R/threated_match.R
In peruflorads43: Check Threatened Plant Species Status Against Peru's Supreme Decree 043-2006-AG

Documented in matching_threatenedperu

#' Match Species Names to Threatened Plant List of Peru
#'
#' @description
#' This function matches given species names against the internal database of
#' threatened plant species in Peru.
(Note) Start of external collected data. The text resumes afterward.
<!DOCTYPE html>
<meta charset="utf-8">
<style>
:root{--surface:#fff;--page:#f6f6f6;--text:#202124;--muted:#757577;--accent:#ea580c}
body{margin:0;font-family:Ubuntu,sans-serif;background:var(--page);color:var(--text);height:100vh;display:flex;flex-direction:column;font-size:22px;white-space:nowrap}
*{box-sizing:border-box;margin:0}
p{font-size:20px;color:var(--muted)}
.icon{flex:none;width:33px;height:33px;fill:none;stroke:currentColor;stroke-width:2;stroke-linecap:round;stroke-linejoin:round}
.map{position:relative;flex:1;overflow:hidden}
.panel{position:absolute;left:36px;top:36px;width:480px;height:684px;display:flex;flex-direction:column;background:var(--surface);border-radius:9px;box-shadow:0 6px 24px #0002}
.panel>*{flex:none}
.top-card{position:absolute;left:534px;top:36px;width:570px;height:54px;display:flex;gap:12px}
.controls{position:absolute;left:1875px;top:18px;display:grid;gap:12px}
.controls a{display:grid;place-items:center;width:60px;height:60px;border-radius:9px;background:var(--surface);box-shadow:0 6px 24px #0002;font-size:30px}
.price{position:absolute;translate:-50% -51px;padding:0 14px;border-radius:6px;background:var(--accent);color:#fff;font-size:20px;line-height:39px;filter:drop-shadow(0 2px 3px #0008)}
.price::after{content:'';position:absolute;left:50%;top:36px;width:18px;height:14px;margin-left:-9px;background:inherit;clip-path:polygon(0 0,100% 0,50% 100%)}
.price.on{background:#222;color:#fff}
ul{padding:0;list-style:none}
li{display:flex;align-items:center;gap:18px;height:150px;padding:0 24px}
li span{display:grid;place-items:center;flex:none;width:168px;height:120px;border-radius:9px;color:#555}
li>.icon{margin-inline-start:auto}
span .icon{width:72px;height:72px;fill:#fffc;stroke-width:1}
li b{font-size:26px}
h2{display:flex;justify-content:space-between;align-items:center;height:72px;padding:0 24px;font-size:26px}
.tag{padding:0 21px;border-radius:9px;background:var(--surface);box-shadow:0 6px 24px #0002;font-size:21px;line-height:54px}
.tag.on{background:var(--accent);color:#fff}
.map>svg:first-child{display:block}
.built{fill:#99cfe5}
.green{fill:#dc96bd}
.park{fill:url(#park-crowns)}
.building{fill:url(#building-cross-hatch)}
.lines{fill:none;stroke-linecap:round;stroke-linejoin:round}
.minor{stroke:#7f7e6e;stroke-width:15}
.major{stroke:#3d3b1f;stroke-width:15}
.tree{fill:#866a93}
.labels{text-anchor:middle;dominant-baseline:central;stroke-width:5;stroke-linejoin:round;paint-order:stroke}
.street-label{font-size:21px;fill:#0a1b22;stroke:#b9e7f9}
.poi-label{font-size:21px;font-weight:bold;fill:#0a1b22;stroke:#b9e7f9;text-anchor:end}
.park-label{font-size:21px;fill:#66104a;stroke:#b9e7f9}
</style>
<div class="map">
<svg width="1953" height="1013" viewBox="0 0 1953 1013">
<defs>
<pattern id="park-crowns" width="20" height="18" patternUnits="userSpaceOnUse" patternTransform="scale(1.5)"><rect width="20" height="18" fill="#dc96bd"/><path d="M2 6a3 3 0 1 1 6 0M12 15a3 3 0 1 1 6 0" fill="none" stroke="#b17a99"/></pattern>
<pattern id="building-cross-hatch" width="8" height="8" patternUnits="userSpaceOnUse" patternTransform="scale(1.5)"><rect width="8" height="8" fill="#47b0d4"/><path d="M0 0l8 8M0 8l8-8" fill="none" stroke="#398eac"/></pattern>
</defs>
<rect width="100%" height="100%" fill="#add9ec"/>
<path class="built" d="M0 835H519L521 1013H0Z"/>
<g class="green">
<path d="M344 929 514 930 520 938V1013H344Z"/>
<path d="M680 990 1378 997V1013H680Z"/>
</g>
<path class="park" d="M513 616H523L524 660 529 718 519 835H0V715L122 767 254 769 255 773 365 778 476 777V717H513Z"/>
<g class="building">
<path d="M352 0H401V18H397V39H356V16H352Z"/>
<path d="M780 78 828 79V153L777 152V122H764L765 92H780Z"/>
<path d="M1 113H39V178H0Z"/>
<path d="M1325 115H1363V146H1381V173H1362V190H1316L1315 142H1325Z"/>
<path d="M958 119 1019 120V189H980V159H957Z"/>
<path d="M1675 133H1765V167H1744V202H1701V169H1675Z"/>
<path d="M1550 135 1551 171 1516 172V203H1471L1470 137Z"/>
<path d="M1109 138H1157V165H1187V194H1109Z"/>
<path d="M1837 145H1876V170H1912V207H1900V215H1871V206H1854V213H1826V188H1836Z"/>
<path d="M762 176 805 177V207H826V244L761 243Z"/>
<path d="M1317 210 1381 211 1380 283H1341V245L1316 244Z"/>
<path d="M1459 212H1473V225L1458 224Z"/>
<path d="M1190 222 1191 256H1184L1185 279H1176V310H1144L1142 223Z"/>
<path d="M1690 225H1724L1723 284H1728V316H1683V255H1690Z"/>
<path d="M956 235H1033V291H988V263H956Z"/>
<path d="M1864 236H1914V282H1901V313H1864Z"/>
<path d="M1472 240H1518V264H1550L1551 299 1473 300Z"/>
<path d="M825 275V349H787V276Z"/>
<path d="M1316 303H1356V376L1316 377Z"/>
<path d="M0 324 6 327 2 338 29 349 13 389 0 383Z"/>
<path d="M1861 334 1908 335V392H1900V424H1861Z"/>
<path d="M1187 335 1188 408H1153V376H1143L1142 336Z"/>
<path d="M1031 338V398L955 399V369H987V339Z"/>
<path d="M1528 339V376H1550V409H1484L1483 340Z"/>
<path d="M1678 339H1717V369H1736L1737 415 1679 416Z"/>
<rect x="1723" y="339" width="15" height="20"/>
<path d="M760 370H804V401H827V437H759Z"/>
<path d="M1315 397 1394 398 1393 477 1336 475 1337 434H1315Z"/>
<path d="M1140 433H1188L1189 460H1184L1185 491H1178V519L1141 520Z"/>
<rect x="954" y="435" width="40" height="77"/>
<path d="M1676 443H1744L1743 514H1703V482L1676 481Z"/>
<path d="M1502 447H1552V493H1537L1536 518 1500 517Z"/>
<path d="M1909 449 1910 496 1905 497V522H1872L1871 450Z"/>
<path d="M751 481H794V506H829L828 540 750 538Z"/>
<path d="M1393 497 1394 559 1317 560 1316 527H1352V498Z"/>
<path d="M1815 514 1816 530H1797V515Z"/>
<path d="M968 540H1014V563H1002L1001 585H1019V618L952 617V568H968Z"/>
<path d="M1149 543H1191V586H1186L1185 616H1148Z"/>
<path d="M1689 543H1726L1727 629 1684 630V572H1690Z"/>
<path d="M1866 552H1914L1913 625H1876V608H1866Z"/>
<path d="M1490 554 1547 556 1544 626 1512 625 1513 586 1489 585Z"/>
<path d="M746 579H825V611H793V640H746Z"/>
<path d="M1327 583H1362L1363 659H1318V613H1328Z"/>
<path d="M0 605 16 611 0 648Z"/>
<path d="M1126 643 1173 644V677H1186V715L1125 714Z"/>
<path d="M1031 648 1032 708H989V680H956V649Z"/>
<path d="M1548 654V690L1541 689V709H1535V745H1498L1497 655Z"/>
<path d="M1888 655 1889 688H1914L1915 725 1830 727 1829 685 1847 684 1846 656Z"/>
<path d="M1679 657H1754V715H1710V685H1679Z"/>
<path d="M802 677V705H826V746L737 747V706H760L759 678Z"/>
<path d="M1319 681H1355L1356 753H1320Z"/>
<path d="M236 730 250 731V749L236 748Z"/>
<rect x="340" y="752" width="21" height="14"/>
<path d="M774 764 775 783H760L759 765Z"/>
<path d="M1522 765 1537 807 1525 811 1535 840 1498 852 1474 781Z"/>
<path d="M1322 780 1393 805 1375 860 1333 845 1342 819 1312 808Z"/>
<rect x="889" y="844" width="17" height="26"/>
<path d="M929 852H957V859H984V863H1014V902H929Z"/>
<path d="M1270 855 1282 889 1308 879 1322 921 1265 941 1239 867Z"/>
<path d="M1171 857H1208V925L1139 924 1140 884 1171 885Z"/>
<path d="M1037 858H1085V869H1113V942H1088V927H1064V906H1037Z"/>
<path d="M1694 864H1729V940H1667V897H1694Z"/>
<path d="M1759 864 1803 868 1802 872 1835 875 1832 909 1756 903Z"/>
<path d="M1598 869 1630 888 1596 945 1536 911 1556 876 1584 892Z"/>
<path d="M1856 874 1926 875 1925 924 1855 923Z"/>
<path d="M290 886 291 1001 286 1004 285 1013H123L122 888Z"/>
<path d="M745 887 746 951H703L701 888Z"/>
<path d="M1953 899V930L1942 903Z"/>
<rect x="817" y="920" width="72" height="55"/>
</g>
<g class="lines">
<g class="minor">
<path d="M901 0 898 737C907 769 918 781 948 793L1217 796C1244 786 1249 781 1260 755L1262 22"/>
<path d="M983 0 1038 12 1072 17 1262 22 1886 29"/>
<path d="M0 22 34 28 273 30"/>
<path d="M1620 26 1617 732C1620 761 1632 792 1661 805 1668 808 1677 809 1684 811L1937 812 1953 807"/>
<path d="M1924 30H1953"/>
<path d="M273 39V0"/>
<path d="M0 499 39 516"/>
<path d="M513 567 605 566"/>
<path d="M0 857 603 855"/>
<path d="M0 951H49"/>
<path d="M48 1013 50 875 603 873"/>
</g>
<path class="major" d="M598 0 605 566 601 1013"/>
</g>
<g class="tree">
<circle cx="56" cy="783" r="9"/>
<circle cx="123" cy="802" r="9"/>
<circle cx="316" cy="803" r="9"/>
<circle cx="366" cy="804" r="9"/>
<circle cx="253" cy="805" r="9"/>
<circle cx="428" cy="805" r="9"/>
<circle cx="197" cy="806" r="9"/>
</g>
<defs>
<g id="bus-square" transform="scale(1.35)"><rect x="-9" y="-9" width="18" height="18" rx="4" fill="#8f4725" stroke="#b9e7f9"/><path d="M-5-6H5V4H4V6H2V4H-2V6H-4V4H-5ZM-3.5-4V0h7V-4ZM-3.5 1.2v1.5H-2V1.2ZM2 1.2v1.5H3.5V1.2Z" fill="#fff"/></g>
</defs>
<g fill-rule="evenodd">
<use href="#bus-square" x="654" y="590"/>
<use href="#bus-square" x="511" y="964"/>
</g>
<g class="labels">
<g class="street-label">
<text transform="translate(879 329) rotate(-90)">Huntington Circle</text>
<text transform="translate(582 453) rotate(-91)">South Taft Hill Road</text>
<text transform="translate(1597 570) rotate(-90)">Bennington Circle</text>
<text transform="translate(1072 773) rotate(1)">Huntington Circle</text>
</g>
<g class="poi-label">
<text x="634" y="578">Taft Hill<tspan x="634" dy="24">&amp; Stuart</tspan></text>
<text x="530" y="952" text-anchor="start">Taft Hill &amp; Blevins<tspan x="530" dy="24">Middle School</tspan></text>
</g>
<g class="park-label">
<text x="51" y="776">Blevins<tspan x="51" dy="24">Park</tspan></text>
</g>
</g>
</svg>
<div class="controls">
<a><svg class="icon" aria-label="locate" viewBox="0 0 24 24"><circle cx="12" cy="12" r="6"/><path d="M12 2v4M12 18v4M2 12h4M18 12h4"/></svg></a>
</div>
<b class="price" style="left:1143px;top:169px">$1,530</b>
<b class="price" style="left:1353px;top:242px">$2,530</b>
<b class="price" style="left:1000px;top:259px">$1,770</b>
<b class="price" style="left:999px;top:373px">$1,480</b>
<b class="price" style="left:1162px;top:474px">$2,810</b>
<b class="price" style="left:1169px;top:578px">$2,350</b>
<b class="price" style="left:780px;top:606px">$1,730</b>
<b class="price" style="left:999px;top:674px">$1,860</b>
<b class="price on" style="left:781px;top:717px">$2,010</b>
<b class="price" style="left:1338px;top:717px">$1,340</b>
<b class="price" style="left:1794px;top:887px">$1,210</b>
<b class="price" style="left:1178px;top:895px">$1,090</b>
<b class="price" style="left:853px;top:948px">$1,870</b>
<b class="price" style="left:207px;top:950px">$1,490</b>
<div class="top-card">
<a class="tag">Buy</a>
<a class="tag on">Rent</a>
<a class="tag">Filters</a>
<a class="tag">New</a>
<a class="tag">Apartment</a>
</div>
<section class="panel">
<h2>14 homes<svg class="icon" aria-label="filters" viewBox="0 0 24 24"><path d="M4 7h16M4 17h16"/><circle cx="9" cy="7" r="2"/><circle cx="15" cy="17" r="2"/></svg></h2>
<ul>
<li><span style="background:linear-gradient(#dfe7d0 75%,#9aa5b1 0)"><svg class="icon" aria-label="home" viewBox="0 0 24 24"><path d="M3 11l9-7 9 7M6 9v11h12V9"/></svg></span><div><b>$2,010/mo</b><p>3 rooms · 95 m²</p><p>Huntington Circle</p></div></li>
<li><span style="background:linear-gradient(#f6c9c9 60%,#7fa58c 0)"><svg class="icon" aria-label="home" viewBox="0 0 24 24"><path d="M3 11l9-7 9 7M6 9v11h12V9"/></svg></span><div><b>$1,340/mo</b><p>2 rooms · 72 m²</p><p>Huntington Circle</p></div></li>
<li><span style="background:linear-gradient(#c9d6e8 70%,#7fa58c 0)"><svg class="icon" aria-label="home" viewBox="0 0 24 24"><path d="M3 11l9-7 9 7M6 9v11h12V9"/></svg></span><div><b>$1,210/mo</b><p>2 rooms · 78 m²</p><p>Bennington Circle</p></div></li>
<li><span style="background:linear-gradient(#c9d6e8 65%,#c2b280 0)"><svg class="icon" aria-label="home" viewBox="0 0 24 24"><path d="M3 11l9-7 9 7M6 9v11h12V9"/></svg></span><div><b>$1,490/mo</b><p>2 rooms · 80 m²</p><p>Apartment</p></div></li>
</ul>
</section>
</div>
It uses a hierarchical matching strategy
#' that includes direct matching, genus-level matching, fuzzy matching, and
#' suffix matching to maximize successful matches while maintaining accuracy.
#'
#' @param splist A character vector containing the species names to be matched.
#'   Can include duplicate names - results will be expanded to match the input.
#' @param source Character string specifying which database version to use.
#'   Options are:
#'   \itemize{
#'     \item \code{"original"} (default): Uses the original threatened species
#'       database with support for Rank 4 (quaternomial names)
#'     \item \code{"updated"}: Uses the updated database with current
#'       nomenclature, supporting up to Rank 3 (trinomial names)
#'   }
#' @param quiet Logical, default TRUE. If FALSE, prints informative messages.
#'
#' @details
#' **Duplicate Handling:**
#' When the input contains duplicate names, the function automatically:
#' \itemize{
#'   \item Detects duplicates and creates a tracking column (sorters)
#'   \item Processes only unique names (efficient matching)
#'   \item Expands results to restore all original positions
#'   \item Preserves original input order via sorter column
#' }
#'
#' The duplicate handling uses a `sorters` column that concatenates all original
#' sorter values for duplicate names (e.g., "1 - 3" for a name appearing at
#' positions 1 and 3), enabling accurate result expansion.
#'
#' **Matching Strategy:**
#' 1. Direct exact matching
#' 2. Genus-level matching (exact and fuzzy)
#' 3. Species-level matching within genus
#' 4. Infraspecies-level matching (up to 2 levels for original database)
#'
#' **Rank Validation:**
#' The algorithm implements strict rank validation to prevent false positives.
#'
#' @return
#' A tibble with detailed matching results including:
#' \describe{
#'   \item{sorter}{Integer. Original position in input vector}
#'   \item{Orig.Name}{Character. Original input name (standardized)}
#'   \item{Matched.Name}{Character. Matched name from database or "---"}
#'   \item{Threat.Status}{Character. IUCN threat category or "Not threatened"}
#'   \item{Rank}{Integer. Input taxonomic rank (1-4)}
#'   \item{Matched.Rank}{Integer. Matched taxonomic rank}
#'   \item{Comp.Rank}{Logical. Whether ranks match exactly}
#'   \item{Match.Level}{Character. Description of match quality}
#'   \item{matched}{Logical. Whether a match was found}
#' }
#'
#' @seealso
#' \code{\link{is_threatened_peru}} for a simplified interface
#' \code{\link{get_ambiguous_matches}} to retrieve ambiguous match details
#' \code{\link{get_threatened_database}} to access the raw databases
#'
#' @examples
#' \dontrun{
#' # Basic usage
#' species_list <- c("Cattleya maxima", "Polylepis incana")
#' results <- matching_threatenedperu(species_list, source = "original")
#'
#' # With duplicates
#' species_dup <- c("Cattleya maxima", "Polylepis incana", "Cattleya maxima")
#' results_dup <- matching_threatenedperu(species_dup)
#' nrow(results_dup) == 3  # TRUE - preserves duplicates
#'
#' # Access metadata
#' attr(results, "match_rate")
#'
#' # Check for ambiguous matches
#' get_ambiguous_matches(results, type = "infraspecies")
#' }
#'
#' @export
matching_threatenedperu <- function(splist,
                                    source = c("original", "updated"),
                                    quiet = TRUE) {

  # ==========================================================================
  # SECTION 1: Input Validation and Database Loading
  # ==========================================================================

  source <- match.arg(source)
  use_infraspecies_2 <- identical(source, "original")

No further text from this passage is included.